Start of Block

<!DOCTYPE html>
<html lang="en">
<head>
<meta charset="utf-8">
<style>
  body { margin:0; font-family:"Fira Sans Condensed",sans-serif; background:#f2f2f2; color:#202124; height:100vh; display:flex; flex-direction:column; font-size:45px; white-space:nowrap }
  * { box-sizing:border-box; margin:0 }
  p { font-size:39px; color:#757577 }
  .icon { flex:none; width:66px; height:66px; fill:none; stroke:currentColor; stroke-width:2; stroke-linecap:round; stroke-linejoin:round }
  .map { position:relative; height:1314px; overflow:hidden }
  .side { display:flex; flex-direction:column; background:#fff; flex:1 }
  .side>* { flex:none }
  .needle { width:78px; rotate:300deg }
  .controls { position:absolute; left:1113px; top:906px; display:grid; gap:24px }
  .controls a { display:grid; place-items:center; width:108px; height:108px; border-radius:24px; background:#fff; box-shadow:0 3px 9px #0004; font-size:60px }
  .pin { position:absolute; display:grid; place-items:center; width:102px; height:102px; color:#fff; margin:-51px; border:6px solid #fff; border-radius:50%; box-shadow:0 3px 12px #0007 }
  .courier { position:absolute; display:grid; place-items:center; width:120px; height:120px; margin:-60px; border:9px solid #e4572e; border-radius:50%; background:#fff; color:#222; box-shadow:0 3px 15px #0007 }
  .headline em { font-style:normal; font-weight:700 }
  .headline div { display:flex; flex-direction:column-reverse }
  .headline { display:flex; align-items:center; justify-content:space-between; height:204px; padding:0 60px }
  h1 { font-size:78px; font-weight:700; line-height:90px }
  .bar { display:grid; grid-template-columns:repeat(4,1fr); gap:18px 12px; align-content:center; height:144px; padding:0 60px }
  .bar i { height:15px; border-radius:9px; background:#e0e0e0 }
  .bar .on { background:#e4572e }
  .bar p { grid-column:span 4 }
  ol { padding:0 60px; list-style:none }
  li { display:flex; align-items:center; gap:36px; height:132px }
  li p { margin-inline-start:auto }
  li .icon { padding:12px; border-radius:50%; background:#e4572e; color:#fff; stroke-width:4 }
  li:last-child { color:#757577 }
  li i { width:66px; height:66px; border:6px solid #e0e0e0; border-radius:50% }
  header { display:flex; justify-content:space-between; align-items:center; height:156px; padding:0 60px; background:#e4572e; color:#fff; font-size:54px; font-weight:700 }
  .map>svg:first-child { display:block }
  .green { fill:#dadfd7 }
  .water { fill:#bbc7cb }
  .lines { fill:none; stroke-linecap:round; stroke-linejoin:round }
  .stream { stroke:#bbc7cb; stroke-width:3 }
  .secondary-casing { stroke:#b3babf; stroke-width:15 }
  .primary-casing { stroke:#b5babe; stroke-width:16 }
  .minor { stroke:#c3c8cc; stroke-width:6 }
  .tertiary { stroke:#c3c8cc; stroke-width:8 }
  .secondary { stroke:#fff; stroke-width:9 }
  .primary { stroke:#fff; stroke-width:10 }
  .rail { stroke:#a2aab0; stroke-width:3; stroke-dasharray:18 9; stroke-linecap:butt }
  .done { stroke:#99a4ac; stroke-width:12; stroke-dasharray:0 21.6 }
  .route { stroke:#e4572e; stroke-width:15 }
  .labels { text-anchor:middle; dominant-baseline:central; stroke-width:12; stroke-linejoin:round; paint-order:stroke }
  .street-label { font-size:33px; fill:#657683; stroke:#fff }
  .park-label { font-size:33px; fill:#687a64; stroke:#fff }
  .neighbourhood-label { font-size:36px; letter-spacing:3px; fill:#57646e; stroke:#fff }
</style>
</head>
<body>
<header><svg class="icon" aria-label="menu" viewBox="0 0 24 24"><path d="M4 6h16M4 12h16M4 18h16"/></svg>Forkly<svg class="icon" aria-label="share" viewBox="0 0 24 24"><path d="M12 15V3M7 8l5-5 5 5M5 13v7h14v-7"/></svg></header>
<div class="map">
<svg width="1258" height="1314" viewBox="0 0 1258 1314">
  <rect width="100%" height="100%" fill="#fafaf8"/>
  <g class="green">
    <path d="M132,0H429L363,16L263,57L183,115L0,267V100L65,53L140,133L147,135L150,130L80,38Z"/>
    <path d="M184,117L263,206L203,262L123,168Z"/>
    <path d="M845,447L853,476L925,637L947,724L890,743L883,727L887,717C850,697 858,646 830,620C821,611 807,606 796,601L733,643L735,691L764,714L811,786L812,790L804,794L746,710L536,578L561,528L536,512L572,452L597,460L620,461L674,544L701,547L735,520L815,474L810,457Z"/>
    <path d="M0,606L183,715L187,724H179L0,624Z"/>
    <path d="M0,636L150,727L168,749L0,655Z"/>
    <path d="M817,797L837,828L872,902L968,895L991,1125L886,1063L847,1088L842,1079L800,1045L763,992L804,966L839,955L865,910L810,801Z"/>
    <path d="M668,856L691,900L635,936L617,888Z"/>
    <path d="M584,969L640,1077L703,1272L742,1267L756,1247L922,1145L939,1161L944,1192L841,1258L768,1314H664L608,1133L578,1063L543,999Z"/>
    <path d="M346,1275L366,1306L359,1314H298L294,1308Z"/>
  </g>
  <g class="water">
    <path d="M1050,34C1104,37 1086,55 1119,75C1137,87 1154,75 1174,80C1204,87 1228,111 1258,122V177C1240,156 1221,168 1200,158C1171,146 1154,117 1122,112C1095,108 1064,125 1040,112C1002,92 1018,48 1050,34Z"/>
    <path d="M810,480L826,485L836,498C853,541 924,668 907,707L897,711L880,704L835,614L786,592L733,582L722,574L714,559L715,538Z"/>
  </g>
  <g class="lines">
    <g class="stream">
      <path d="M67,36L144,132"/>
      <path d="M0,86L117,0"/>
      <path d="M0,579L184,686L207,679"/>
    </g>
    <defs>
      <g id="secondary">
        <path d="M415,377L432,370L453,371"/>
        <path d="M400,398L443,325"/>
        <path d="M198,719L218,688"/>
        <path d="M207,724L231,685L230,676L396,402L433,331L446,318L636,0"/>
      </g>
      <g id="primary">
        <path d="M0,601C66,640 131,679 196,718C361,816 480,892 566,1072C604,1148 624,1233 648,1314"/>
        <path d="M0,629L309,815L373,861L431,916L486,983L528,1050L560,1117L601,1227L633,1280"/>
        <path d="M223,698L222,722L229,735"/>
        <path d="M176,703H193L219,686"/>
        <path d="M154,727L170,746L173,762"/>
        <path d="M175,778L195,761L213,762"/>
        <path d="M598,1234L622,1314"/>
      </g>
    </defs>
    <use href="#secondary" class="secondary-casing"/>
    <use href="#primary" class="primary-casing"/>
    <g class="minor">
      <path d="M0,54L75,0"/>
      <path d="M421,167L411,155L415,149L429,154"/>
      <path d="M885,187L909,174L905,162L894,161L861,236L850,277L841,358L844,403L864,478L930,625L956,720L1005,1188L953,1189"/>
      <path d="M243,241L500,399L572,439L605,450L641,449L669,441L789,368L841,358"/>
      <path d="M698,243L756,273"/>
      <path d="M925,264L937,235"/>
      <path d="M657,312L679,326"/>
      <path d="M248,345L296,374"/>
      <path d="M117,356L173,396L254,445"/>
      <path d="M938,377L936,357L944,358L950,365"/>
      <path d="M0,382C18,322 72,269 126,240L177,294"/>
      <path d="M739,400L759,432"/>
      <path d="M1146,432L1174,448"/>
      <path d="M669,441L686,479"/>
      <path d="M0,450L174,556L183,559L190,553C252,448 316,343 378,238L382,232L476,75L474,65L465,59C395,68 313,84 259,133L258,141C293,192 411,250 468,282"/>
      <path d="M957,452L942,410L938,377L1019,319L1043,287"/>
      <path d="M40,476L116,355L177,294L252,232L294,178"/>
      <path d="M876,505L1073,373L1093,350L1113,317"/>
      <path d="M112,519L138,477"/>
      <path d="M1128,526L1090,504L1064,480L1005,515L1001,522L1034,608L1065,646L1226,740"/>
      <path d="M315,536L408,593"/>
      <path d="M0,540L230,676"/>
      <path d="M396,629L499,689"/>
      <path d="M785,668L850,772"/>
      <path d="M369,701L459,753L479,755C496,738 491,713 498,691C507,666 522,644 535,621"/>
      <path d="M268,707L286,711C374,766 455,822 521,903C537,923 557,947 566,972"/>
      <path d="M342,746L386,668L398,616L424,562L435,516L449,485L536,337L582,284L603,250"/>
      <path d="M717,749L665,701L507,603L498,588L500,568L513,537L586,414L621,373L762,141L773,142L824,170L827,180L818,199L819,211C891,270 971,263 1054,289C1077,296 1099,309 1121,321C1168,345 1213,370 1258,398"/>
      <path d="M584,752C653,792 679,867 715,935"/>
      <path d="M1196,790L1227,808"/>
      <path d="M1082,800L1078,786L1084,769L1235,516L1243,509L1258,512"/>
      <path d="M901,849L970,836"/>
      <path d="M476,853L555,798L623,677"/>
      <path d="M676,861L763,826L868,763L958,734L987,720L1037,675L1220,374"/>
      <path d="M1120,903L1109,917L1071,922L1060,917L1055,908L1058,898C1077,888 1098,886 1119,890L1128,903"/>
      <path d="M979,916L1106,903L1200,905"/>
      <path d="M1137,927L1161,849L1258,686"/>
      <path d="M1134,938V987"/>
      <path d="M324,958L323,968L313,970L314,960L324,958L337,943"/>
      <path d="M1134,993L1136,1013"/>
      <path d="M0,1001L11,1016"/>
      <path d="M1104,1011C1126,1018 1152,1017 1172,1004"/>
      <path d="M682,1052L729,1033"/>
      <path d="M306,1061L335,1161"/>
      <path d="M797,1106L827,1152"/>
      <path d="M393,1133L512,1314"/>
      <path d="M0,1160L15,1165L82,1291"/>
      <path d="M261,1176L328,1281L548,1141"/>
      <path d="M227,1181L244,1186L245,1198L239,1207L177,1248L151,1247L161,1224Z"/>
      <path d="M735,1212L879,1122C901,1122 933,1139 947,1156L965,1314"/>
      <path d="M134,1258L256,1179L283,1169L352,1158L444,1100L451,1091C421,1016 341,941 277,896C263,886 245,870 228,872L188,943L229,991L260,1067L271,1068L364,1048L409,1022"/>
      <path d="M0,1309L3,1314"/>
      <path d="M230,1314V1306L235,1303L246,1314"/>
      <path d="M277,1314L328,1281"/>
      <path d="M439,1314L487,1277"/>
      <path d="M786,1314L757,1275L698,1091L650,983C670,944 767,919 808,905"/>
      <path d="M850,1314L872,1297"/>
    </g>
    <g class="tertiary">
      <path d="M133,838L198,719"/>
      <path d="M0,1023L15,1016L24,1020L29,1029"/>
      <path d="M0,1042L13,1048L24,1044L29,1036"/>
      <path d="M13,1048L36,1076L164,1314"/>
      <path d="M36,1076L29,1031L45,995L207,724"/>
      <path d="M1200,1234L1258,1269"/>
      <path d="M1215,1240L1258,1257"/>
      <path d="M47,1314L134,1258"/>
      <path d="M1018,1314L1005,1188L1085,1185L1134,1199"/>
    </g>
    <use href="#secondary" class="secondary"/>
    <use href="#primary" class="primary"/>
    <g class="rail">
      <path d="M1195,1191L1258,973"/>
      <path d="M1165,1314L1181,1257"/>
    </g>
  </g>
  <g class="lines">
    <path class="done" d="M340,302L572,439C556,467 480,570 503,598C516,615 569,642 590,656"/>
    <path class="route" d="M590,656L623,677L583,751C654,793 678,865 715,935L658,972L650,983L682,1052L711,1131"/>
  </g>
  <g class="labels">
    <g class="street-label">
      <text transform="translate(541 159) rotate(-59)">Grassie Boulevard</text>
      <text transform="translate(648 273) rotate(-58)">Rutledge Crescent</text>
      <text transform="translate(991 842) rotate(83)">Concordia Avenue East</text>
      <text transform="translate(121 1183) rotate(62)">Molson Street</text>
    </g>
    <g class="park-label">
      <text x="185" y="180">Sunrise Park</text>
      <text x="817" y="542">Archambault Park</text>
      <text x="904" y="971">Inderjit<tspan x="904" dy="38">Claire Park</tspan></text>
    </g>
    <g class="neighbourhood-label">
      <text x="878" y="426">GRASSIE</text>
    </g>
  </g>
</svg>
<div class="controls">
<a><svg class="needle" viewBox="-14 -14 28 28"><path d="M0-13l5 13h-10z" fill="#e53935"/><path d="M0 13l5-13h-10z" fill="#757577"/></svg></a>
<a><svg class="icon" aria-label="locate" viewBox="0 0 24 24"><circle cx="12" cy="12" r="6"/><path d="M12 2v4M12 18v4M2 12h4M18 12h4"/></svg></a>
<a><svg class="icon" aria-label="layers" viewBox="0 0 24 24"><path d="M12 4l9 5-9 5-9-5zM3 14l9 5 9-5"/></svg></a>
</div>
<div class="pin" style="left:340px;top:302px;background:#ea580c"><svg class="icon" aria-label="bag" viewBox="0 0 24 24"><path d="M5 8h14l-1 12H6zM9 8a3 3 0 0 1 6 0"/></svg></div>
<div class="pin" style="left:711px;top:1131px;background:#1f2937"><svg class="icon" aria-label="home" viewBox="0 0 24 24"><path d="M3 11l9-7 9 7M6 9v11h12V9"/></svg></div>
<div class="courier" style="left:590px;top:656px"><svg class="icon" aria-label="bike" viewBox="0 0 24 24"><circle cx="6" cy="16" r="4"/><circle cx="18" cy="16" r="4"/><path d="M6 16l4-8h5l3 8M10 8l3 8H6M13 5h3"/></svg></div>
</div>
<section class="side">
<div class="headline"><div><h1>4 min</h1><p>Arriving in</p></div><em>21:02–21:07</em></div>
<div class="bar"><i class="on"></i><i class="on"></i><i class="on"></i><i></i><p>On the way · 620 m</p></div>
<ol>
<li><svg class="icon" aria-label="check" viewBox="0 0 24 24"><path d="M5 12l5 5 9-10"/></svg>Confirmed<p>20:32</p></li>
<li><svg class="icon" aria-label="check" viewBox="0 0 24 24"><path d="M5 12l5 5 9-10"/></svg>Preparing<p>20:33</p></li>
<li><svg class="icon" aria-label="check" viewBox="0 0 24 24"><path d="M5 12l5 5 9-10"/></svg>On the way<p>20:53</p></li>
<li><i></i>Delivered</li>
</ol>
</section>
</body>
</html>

End of Block

• [Try it]
Where the line holding "display:grid; place-items:center; width:108px;" appears in the listing above, start reproducing exactly, and end with the line holding "stroke:#a2aab0; stroke-width:3; stroke-dasharray:18".

• [Solution to this task]
  .controls a { display:grid; place-items:center; width:108px; height:108px; border-radius:24px; background:#fff; box-shadow:0 3px 9px #0004; font-size:60px }
  .pin { position:absolute; display:grid; place-items:center; width:102px; height:102px; color:#fff; margin:-51px; border:6px solid #fff; border-radius:50%; box-shadow:0 3px 12px #0007 }
  .courier { position:absolute; display:grid; place-items:center; width:120px; height:120px; margin:-60px; border:9px solid #e4572e; border-radius:50%; background:#fff; color:#222; box-shadow:0 3px 15px #0007 }
  .headline em { font-style:normal; font-weight:700 }
  .headline div { display:flex; flex-direction:column-reverse }
  .headline { display:flex; align-items:center; justify-content:space-between; height:204px; padding:0 60px }
  h1 { font-size:78px; font-weight:700; line-height:90px }
  .bar { display:grid; grid-template-columns:repeat(4,1fr); gap:18px 12px; align-content:center; height:144px; padding:0 60px }
  .bar i { height:15px; border-radius:9px; background:#e0e0e0 }
  .bar .on { background:#e4572e }
  .bar p { grid-column:span 4 }
  ol { padding:0 60px; list-style:none }
  li { display:flex; align-items:center; gap:36px; height:132px }
  li p { margin-inline-start:auto }
  li .icon { padding:12px; border-radius:50%; background:#e4572e; color:#fff; stroke-width:4 }
  li:last-child { color:#757577 }
  li i { width:66px; height:66px; border:6px solid #e0e0e0; border-radius:50% }
  header { display:flex; justify-content:space-between; align-items:center; height:156px; padding:0 60px; background:#e4572e; color:#fff; font-size:54px; font-weight:700 }
  .map>svg:first-child { display:block }
  .green { fill:#dadfd7 }
  .water { fill:#bbc7cb }
  .lines { fill:none; stroke-linecap:round; stroke-linejoin:round }
  .stream { stroke:#bbc7cb; stroke-width:3 }
  .secondary-casing { stroke:#b3babf; stroke-width:15 }
  .primary-casing { stroke:#b5babe; stroke-width:16 }
  .minor { stroke:#c3c8cc; stroke-width:6 }
  .tertiary { stroke:#c3c8cc; stroke-width:8 }
  .secondary { stroke:#fff; stroke-width:9 }
  .primary { stroke:#fff; stroke-width:10 }
  .rail { stroke:#a2aab0; stroke-width:3; stroke-dasharray:18 9; stroke-linecap:butt }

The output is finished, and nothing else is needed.